◆ TASK REQUIREMENTS
Show each line of the entries below in which the word "from" appears.

◆ DATA SECTION

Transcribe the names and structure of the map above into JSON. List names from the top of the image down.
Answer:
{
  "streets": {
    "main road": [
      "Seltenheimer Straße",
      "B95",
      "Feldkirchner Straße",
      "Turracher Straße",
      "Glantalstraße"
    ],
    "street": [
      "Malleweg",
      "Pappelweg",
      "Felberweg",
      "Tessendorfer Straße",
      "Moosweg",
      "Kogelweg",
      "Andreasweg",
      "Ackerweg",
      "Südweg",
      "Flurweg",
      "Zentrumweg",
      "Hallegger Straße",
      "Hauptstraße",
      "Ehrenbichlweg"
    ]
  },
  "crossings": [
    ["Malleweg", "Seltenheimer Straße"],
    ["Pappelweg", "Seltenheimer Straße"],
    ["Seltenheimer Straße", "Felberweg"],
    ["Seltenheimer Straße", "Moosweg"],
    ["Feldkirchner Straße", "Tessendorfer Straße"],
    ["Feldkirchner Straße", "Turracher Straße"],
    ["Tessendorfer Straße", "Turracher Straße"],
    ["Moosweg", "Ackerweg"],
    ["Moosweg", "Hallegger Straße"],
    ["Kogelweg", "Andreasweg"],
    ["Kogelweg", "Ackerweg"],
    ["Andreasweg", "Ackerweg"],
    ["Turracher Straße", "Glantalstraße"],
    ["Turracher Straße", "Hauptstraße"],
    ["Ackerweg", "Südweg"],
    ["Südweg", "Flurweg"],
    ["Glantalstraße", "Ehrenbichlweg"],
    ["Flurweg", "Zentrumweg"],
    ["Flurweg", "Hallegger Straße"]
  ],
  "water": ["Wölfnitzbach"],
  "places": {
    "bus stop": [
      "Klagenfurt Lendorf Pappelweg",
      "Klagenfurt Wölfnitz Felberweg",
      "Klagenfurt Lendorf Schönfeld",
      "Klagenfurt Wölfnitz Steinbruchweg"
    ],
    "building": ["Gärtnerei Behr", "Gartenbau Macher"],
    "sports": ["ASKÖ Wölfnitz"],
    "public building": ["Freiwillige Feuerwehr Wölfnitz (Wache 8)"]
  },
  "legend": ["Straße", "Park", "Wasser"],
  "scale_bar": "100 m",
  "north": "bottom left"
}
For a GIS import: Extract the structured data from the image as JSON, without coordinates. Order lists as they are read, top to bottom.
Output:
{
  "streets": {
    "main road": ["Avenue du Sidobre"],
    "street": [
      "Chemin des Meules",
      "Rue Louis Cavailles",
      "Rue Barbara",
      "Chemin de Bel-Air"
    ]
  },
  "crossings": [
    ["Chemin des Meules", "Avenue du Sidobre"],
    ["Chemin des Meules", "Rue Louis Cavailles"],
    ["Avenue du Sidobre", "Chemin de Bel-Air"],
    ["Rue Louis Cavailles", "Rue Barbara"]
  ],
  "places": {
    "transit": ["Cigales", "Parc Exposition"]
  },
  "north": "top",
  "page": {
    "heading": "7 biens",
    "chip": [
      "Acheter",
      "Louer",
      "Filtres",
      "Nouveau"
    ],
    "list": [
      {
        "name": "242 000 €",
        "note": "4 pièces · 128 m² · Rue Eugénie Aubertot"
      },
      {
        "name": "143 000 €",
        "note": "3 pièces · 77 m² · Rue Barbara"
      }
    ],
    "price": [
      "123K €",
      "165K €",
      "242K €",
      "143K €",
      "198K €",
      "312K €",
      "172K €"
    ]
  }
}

◆ EXERCISE SOLUTION
Transcribe the names and structure of the map above into JSON. List names from the top of the image down.
For a GIS import: Extract the structured data from the image as JSON, without coordinates. Order lists as they are read, top to bottom.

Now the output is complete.